Transformadores de tensão

Os transformadores de tensão são componentes que aumentam ou diminuem determinado valor de tensão. O transformador é constituído por um núcleo e por duas bobinas. O núcleo sendo basicamente um imã e as bobinas tendo um número diferentes de espiras, isoladas eletricamente umas da outras. Elas são chamadas de bobina primária e bobina secundária. A primária é a bobina que recebe a tensão da fonte (por exemplo da linha +30 / 24V), e a secundária é a bobina de saída da tensão transformada, ou seja, com um valor maior e amplificado neste caso. 

Capacitores Eletrolíticos 

O capacitor eletrolítico recebe esse nome porque é composto internamente por folhas de alumínio, enroladas e embebidas em um eletrólito líquido composto por alguns ácidos. O tamanho do capacitor varia de acordo com a capacitância usada e limite de tensão que ele suporta. Por isso, no bloco 4 em questão os capacitores costumam ser grandes fisicamente, pois armazenam tensões amplificadas. Possui polaridade, sendo que o terminal negativo é indicado geralmente por uma faixa ou referência na cápsula do capacitor. 

Vale lembrar que esse componente não é capaz de amplificar tensões, apenas armazená-las. Portanto, o componente responsável por amplificar é um transformador de tensão ou indutor, que por sua vez, não possui a propriedade de armazenamento. Os dois componentes (capacitor e transformador) trabalham juntos para que a linha se mantenha energizada com altas tensões. 

Geração de alta tensão

No artigo anterior, consideramos o trabalho de um transistor Mosfet. Vimos que esse componente, presente nos diversos comandos de atuadores, trabalha com o princípio de chaveamento. Nos sistemas que possuem Bloco 4 teremos dois transistores Mosfet que chamamos de “comuns de baixa tensão” alimentados com as tensões de fonte +30 (24V). Teremos um para cada banco de injetores. No momento em que é ligada a ignição do veículo (+15), esses transistores de baixa são acionados e realizam disparos de tensão de bateria para o banco de injetores.

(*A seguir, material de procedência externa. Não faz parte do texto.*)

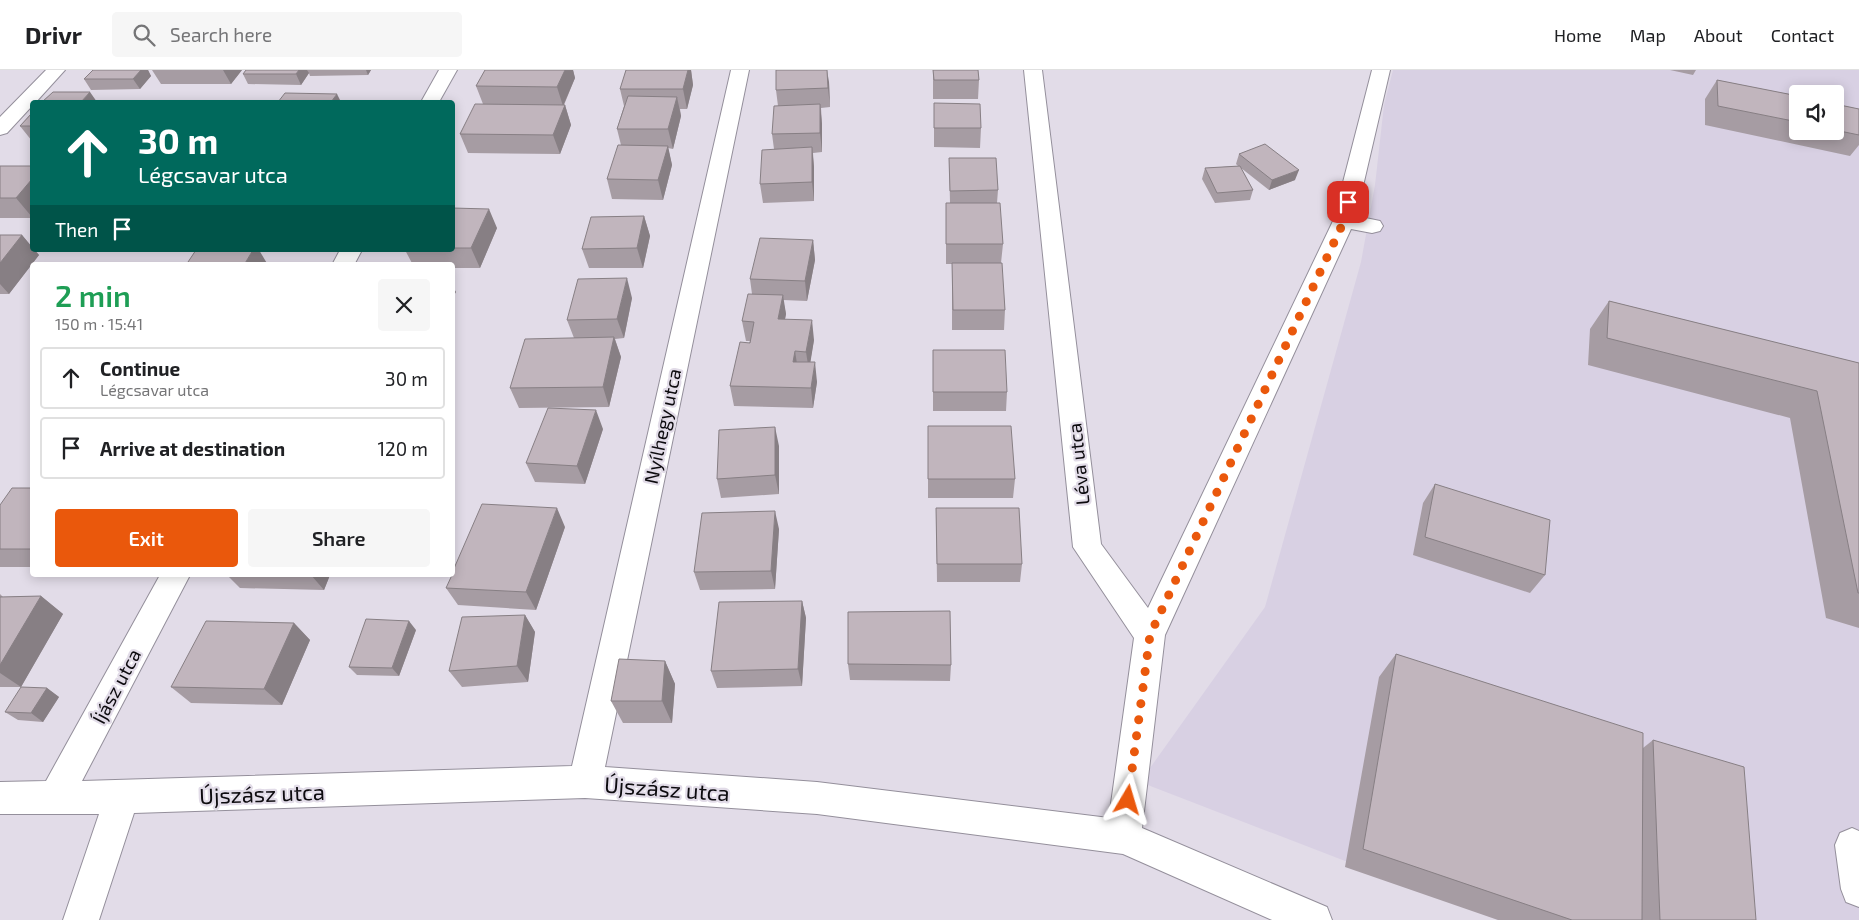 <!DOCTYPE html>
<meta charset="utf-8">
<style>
:root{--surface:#fff;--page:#f6f6f6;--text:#202124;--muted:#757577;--line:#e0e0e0;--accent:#ea580c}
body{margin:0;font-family:"Exo 2",sans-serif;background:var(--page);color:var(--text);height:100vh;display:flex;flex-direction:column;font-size:19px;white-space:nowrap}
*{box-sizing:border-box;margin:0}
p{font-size:16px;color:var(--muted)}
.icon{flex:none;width:28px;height:28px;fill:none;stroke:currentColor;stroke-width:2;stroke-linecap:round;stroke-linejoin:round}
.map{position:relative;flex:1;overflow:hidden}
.panel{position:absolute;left:30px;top:192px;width:425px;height:315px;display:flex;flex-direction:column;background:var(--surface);border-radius:5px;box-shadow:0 2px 12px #0003}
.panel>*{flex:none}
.top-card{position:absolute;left:30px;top:30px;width:425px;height:152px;border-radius:5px;box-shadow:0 2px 12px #0003;background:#00695c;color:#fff;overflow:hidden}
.controls{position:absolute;left:1789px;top:15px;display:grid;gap:10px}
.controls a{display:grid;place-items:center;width:55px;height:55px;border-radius:5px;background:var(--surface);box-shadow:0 2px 12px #0003;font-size:25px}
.pin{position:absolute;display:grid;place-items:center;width:42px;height:42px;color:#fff;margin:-21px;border-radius:10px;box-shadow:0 2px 8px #0006}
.me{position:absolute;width:55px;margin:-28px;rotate:7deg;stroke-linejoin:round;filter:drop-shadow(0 0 4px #0008)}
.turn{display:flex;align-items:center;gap:18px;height:105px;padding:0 25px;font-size:22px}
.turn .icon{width:65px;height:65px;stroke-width:2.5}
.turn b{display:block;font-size:35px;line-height:42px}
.then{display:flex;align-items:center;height:48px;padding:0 25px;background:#0003;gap:10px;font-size:19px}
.round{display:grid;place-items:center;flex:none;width:52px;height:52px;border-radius:5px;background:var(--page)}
.overview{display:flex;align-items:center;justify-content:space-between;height:85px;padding:0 25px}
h1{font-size:30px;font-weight:600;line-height:38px;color:#1e9e55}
.button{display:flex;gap:10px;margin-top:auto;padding:10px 25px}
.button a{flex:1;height:58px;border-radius:5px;background:var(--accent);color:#fff;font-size:20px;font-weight:600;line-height:58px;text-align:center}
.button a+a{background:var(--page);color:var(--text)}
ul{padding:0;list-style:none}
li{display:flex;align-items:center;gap:15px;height:62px;margin:0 10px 8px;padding:0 15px;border:2px solid var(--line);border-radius:5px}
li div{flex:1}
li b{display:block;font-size:19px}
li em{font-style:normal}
header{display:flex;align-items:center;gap:30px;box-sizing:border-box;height:70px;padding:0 25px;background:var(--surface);border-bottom:1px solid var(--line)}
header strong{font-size:24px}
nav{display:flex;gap:28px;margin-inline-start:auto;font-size:18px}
.search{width:350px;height:45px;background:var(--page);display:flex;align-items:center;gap:12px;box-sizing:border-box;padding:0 18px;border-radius:5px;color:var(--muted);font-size:19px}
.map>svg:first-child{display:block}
</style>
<header>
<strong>Drivr</strong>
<div class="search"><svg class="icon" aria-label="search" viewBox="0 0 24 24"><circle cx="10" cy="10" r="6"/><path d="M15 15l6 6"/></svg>Search here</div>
<nav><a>Home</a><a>Map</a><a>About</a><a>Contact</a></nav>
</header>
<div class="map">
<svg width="1859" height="850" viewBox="0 0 1859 850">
<rect width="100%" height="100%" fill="#e2dce8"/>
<!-- built -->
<path fill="#d8d0e3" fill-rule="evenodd" d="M1393 0H1859V850H1498L1140 712 1265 537 1361 192 1375 115 1384 35ZM1798 24H1835V61H1798Z"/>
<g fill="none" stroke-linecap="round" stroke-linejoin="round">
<defs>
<path id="minor" d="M46 0H65L36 32H32V36L7 63 0 65V47Z
M439 0H457L439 32H421Z
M731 0H749L605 697 817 712 1109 748 1134 568 1073 477 1024 0H1042L1101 474 1148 538 1333 151 1372 0H1390L1356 146 1380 151 1383 156 1380 161 1372 163 1351 159 1165 565 1142 758 1327 837 1332 850H1272L1123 784 817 744 585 728 134 743 99 850H63L99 744H0V712L46 711 160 505H190L82 711 572 696Z
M340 180H362L354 195H332Z
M1852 758 1859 761V837L1846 832 1841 819 1835 775 1840 763Z"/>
</defs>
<!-- minor casing -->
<use href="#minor" stroke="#948f9b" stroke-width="2"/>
<!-- minor -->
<use href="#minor" fill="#fff" fill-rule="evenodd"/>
</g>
<!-- wall -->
<path fill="#a69ca3" d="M93 0H148L151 6 140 19 91 20 84 9Z
M152 0H242L231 14H161Z
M246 0H371L368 5 310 6 309 3 301 15 248 14 243 4Z
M485 0H573L575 8 564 35H565L571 55 560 84 468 83 460 64 483 34 476 16Z
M626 0H691L693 15 687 39H680L681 46 673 79 668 78 672 95 663 130 612 129 607 109 621 75 617 59 624 36 620 19Z
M933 0H978L979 10 978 29H933Z
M1670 0H1696L1693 5Z
M1717 10 1798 26V61H1835V34L1859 39V75L1850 86 1705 55V29Z
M829 12 830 37 821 38 822 54V82L813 83 814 97V131L763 133 760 114 774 79 772 64 778 36 776 20Z
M934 33 981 58 980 78 934 77Z
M32 43V71L20 56Z
M1239 84 1295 110 1269 120 1241 98 1253 120 1250 130 1215 133 1202 109 1205 98 1238 96 1236 94Z
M949 88 998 120 997 133 1003 174 1001 193 1005 240 1004 260H952V194H946V133H950Z
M0 96H32V148H0Z
M452 138 497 158 480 198H452V195H413L405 180H452Z
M644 146 650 166 643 198H589L582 179Z
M0 165H22L32 177V180L39 185 9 224H0Z
M813 170 815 190 807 231 783 230 786 244 785 249 814 270 810 292 817 312 813 338 734 336 730 316 750 271H746L742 251 752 224 750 209Z
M632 228 624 268 615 269 621 287 609 337 519 338 510 318 574 268 567 250Z
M1609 231 1859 293V558L1826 548 1790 348 1588 295 1590 259Z
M933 280 1007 322 1006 341H933Z
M928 356 1015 409 1013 428H928Z
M603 359 585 414 535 412 526 393Z
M779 376V424L721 428 717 409Z
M1435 414 1545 505 1530 523 1413 485 1423 433Z
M32 418V497H0V435Z
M936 438 1022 494 1020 512H937Z
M565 457 536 540 458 535 446 518Z
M779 459 775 519 700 520 694 502Z
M227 505H330L324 520 240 518Z
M0 524 3 527 41 526 63 544 21 617H0Z
M802 531 806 548 802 616 717 618 711 601Z
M525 545 535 562 528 612 462 617 449 601Z
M294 553 310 570 282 635 191 633 171 617Z
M416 560 399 606 357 605 349 597Z
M1396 584 1643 678 1653 670 1756 850H1498L1345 797 1379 607Z
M665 591 675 614 672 653H623L611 631Z
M848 594 951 595 950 611 850 610Z
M47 618 59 627 43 652 18 650 5 642Z"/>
<!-- shaded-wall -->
<path fill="#877f84" d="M141 0H148L151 6 140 19 133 9Z
M223 0H242L231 14Z
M299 0H307L309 3 301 15 296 4Z
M366 0H371L368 5Z
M565 0H573L575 8 563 36 557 17Z
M688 0H691L693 15 687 39 683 19Z
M827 0 829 12 830 37 828 18Z
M90 22 97 32H81Z
M337 24 341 32H331Z
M677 27 681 46 673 79 668 59Z
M820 34 822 54V82L820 63Z
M565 35 571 55 560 84 553 65Z
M668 76 672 95 663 130 658 110Z
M812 77 814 97V131L812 112Z
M1299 100 1295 110 1269 120 1272 110Z
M32 109V147L16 128Z
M489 139 497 158 480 198 471 178Z
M644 146 650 166 643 198 637 178Z
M22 165 32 177V180H35L39 185 9 224 0 214V193Z
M813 170 815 190 807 231 805 211Z
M253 180H259L268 195H244Z
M627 208 632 228 624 268 617 249Z
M452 215 456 222 452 229Z
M783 225 786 244 781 269 778 249Z
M812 250 814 270 809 301 806 282Z
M614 267 621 287 609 337 603 317Z
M795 281 798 300 793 292Z
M815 292 817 312 813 338 811 318Z
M596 340 603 359 585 414 577 396Z
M775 357 779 376V424L775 405Z
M557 438 565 457 536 540 526 522Z
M775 441 779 459 775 519 771 501Z
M311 505H330L324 520Z
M41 526 63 544 21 617 0 603V595Z
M802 531 806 548 802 616 798 599Z
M525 545 535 562 528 612 517 596Z
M409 551 416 560 399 606 392 598Z
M294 553 310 570 282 635 264 619Z
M665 591 675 614 672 653 662 631Z
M47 618 59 627 43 652 31 643Z"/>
<!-- building -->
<path fill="#c1b5bd" stroke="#877f84" d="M93 0H141L133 9H84Z
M246 0H299L296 4H243Z
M485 0H565L557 17 476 16Z
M626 0H688L683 19H620Z
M776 0H827L828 18 776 20Z
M933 0H978L979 10H934Z
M1717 10 1798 26V52L1718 36Z
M53 22H90L81 32H42Z
M285 23 337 24 331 32H278Z
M628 26 677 27 668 59H617Z
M934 33 980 34 981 58H934Z
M475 34 565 35 553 65 460 64Z
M820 34V63L772 64 774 36Z
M1835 34 1859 39V65L1835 60Z
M32 43V56H20Z
M1265 74 1299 100 1272 110 1239 84Z
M618 75 668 76 658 110 607 109Z
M812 77V112L760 114 762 80Z
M949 88H996L998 120 950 121Z
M0 96H32V109L16 128H0Z
M1240 96 1253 120 1217 123 1205 98Z
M946 133H1000L1003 174H946Z
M452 138 489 139 471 178H452Z
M644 146 637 178 582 179 591 147Z
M0 165H22L0 193Z
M760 168 813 170 805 211 750 209Z
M196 180H253L244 195H186Z
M952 193H1002L1005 240H953Z
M627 208 617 249 567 250 578 209Z
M748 224 783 225 778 249 812 250 806 282 795 281 793 292H815L811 318 730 316 740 272 750 273 754 252 742 251Z
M1609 231 1859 293V523H1858L1817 321 1607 268Z
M614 267 603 317 510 318 525 269Z
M933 280H1005L1007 322H933Z
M548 338 596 340 577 396 526 393Z
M928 356H1011L1015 409H928Z
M775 357V405L717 409 719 360Z
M1435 414 1550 450 1545 505 1425 467Z
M12 418H32V479H0V435Z
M482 434 557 438 526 522 446 518 452 505V503Z
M936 438H1019L1022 494H937Z
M775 441 771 501 694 502 702 443Z
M41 526 0 595V527Z
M802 531 798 599 711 601 719 532Z
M950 541 951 595 848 594V542Z
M525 545 517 596 449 601 462 547Z
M366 549 409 551 392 598 349 597Z
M206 551 294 553 264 619 171 617Z
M1396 584 1643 663 1642 850H1572L1363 779Z
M619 589 665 591 662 631H611Z
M21 617 47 618 31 643 5 642Z
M1653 670 1744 697 1756 850H1660Z"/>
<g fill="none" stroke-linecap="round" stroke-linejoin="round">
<!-- route -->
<path stroke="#ea580c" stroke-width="9" stroke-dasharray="0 16.2" d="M1128 730 1150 565 1344 151 1348 132"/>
</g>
<g text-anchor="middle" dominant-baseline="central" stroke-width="4.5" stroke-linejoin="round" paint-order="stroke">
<!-- street labels -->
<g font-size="19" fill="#0d0b0f" stroke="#e2dce8">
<text transform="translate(662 356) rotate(-78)">Nyílhegy utca</text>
<text transform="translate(1078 394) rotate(-96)">Léva utca</text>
<text transform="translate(116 616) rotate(-62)">Íjász utca</text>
</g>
<!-- near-street labels -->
<g font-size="22" fill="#0d0b0f" stroke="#e2dce8">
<text transform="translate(667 718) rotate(4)">Újszász utca</text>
<text transform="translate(262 723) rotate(-2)">Újszász utca</text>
</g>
</g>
</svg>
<div class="controls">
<a><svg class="icon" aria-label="sound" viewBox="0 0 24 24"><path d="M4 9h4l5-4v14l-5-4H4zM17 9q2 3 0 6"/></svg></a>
</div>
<div class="pin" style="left:1348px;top:132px;background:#d93025"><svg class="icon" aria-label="arrive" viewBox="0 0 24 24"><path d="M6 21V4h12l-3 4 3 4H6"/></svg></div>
<svg class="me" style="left:1128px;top:730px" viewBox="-20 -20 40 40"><path d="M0-17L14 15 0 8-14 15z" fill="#ea580c" stroke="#fff" stroke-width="4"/></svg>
<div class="top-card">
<div class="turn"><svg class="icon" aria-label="ahead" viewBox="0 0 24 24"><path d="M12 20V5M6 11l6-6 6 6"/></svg><div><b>30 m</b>Légcsavar utca</div></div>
<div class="then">Then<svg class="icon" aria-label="arrive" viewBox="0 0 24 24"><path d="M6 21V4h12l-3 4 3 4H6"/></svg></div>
</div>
<section class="panel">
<div class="overview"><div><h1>2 min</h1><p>150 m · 15:41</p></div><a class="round"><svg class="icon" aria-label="close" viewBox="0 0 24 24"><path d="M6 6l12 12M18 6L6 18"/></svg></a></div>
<ul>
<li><svg class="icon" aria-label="ahead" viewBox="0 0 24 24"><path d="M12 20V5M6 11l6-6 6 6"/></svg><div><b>Continue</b><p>Légcsavar utca</p></div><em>30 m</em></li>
<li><svg class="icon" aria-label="arrive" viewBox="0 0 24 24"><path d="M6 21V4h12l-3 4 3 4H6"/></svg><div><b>Arrive at destination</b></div><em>120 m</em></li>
</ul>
<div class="button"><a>Exit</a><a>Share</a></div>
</section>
</div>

As tensões baixas disparadas não têm um aterramento direto fornecido pela ECU apenas com linha +15 ligada, assim, as tensões de bateria retornam para o circuito, através de alguns diodos (que controlam o sentido da corrente) são descarregadas nos transformadores de tensão. No momento em que isso ocorre, há uma amplificação da tensão de bateria (24V) para algo em torno de 60V a 90V (em média dos sistemas).

As tensões altas geradas pelos transformadores são armazenadas pelos bancos de capacitores eletrolíticos, que constituem a fonte (“source”) de outros transistores Mosfet que chamamos de “comuns de alta tensão”. Esses, por sua vez, usam essas altas tensões para realizar a abertura dos injetores, em cada momento de injeção que ocorrerá após a partida. 

Como vimos em mais essa matéria, com conhecimentos específicos é possível efetuar reparos de módulos de injeção com sucesso, e ser capaz de diagnosticar diferentes possibilidades de falhas nos disparos de Injetores feitos pela ECU. Especialize-se nessa área que talvez ainda não conheça - a eletrônica embarcada automotiva voltada ao reparo de módulos.

Para isso, procure cursos específicos e mantenha-se sempre atualizado nas inovações da área automotiva.